Input material Block Start

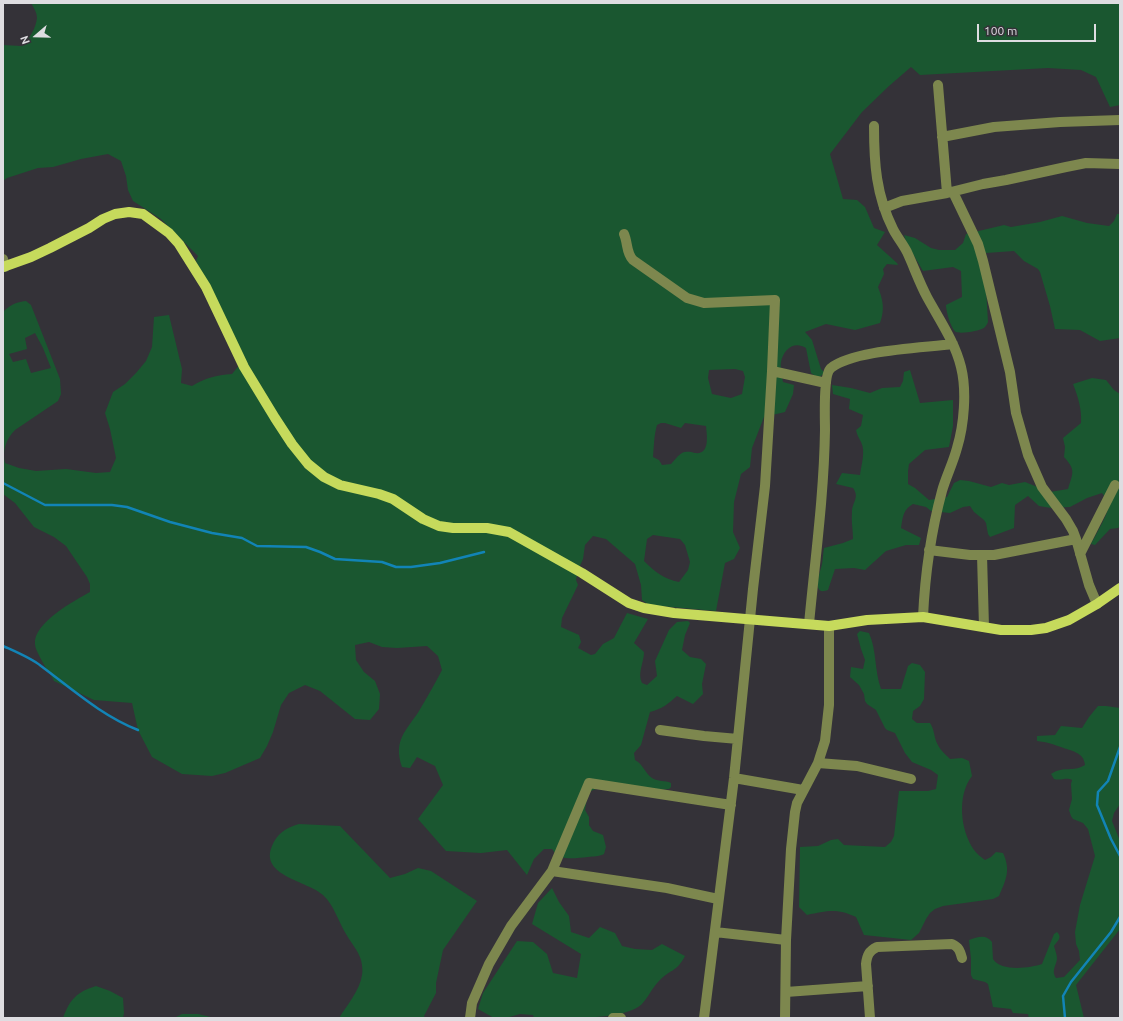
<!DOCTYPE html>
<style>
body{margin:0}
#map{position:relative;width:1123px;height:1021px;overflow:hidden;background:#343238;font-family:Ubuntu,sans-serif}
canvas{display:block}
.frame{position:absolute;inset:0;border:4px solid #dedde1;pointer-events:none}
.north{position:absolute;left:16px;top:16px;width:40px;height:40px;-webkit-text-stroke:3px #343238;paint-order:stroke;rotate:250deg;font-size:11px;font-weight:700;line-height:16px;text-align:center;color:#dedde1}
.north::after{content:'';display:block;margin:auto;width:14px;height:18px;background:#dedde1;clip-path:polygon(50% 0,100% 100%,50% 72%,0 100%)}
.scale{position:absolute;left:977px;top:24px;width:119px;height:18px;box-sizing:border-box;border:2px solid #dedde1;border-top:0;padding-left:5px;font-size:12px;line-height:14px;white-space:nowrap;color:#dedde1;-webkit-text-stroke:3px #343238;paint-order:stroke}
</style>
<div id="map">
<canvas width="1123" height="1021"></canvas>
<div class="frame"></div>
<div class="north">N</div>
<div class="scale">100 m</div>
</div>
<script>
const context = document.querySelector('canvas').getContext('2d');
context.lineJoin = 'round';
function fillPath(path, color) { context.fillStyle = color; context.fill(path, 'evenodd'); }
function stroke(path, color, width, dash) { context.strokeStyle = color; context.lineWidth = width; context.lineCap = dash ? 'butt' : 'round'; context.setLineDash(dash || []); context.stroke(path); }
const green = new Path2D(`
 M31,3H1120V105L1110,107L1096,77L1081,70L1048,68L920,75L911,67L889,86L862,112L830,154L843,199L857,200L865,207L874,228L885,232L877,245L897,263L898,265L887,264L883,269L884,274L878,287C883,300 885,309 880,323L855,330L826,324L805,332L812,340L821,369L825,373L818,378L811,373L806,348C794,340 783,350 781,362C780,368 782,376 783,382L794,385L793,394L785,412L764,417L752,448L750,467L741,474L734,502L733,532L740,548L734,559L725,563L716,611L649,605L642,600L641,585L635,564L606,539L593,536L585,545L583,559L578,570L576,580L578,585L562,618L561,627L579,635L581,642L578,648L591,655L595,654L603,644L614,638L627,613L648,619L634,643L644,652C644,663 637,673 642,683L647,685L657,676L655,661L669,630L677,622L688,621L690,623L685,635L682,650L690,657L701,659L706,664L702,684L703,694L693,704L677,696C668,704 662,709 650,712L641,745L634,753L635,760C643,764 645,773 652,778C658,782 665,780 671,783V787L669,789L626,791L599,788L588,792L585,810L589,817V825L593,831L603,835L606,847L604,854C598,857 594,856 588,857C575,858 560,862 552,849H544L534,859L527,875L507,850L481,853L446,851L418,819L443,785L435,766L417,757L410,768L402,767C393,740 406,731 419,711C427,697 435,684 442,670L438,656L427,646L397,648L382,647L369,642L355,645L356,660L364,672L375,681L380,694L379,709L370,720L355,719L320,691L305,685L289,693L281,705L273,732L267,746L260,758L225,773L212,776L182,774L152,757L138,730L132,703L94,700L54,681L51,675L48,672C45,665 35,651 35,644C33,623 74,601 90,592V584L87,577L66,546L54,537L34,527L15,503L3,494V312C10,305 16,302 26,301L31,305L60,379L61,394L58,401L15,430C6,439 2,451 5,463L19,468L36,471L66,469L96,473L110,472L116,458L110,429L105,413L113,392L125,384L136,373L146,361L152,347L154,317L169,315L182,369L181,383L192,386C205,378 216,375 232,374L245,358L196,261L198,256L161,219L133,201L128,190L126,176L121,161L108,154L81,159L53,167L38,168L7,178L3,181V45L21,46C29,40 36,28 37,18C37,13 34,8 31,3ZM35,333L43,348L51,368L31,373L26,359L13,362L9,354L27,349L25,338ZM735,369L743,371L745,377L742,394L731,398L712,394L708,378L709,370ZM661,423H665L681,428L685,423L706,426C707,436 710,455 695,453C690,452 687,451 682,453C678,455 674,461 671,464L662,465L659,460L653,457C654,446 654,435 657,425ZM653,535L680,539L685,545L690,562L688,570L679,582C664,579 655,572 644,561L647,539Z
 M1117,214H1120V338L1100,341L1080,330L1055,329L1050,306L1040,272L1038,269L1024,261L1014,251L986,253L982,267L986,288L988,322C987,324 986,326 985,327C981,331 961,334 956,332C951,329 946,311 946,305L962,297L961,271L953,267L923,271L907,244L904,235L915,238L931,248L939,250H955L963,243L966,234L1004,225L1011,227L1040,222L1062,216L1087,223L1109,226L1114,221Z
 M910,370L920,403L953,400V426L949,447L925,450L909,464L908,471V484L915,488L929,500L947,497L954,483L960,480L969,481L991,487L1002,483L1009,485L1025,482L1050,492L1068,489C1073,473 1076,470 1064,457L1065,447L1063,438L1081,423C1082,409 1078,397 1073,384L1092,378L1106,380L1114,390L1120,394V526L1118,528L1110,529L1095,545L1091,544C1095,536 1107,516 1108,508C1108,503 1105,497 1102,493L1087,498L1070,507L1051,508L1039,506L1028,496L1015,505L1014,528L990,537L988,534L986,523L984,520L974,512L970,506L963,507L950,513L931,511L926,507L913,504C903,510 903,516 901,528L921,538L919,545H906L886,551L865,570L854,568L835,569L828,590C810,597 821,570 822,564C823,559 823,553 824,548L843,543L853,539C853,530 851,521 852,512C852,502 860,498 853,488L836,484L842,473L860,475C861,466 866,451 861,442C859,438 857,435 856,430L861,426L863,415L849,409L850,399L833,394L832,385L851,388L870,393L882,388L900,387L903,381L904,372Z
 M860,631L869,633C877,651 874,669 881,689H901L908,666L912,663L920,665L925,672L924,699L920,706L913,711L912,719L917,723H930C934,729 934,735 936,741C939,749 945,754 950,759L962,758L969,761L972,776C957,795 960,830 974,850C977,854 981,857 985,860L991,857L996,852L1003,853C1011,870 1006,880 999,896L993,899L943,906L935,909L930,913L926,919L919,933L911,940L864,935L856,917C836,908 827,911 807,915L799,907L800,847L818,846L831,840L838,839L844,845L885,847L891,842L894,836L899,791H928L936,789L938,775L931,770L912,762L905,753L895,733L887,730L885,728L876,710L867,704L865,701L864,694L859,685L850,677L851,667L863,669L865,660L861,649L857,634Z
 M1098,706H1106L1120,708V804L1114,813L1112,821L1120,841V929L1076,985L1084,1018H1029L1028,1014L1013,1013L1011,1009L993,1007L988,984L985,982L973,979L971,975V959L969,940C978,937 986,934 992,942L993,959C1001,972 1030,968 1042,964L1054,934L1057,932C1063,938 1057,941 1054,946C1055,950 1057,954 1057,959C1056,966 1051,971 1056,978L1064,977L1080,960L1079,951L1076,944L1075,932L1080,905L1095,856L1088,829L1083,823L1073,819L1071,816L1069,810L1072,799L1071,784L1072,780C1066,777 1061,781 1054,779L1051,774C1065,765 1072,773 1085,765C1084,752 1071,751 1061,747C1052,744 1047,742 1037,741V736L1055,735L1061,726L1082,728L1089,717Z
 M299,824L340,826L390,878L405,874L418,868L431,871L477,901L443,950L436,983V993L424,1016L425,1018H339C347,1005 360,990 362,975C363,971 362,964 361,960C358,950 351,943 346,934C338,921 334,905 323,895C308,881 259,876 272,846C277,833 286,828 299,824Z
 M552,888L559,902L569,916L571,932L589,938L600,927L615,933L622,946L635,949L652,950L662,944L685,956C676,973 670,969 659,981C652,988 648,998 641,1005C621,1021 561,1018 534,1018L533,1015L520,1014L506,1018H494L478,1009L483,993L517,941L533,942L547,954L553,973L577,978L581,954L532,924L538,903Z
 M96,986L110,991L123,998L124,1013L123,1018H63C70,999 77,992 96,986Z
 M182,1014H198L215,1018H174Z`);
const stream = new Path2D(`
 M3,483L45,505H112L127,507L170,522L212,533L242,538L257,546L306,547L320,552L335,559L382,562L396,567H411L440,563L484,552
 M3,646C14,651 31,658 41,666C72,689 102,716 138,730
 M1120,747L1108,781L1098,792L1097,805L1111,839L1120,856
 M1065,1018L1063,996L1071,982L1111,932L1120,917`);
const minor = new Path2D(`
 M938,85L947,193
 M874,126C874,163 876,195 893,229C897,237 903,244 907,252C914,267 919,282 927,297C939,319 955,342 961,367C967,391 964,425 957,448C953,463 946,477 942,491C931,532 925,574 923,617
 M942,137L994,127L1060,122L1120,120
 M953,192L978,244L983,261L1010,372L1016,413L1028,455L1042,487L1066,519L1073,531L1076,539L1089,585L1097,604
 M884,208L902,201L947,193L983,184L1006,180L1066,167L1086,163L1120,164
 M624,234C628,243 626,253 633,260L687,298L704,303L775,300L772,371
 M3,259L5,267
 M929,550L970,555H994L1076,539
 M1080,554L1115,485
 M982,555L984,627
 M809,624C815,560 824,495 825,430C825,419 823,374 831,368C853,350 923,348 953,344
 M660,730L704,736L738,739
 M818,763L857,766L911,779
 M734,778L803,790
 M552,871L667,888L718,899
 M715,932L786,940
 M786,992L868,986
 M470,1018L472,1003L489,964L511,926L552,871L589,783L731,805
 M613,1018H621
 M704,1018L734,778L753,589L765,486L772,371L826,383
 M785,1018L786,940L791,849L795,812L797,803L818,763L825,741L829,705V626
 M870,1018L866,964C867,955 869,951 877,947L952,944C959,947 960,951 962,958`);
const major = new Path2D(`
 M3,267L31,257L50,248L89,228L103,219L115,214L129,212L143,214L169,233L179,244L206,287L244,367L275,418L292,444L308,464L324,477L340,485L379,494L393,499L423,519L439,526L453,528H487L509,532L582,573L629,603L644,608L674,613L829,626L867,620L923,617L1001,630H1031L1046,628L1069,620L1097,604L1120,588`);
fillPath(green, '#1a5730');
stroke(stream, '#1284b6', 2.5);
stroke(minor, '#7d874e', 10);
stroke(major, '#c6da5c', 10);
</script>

Input material Block End

Return every line from the entries above that contains the word "canvas".

canvas{display:block}
<canvas width="1123" height="1021"></canvas>
const context = document.querySelector('canvas').getContext('2d');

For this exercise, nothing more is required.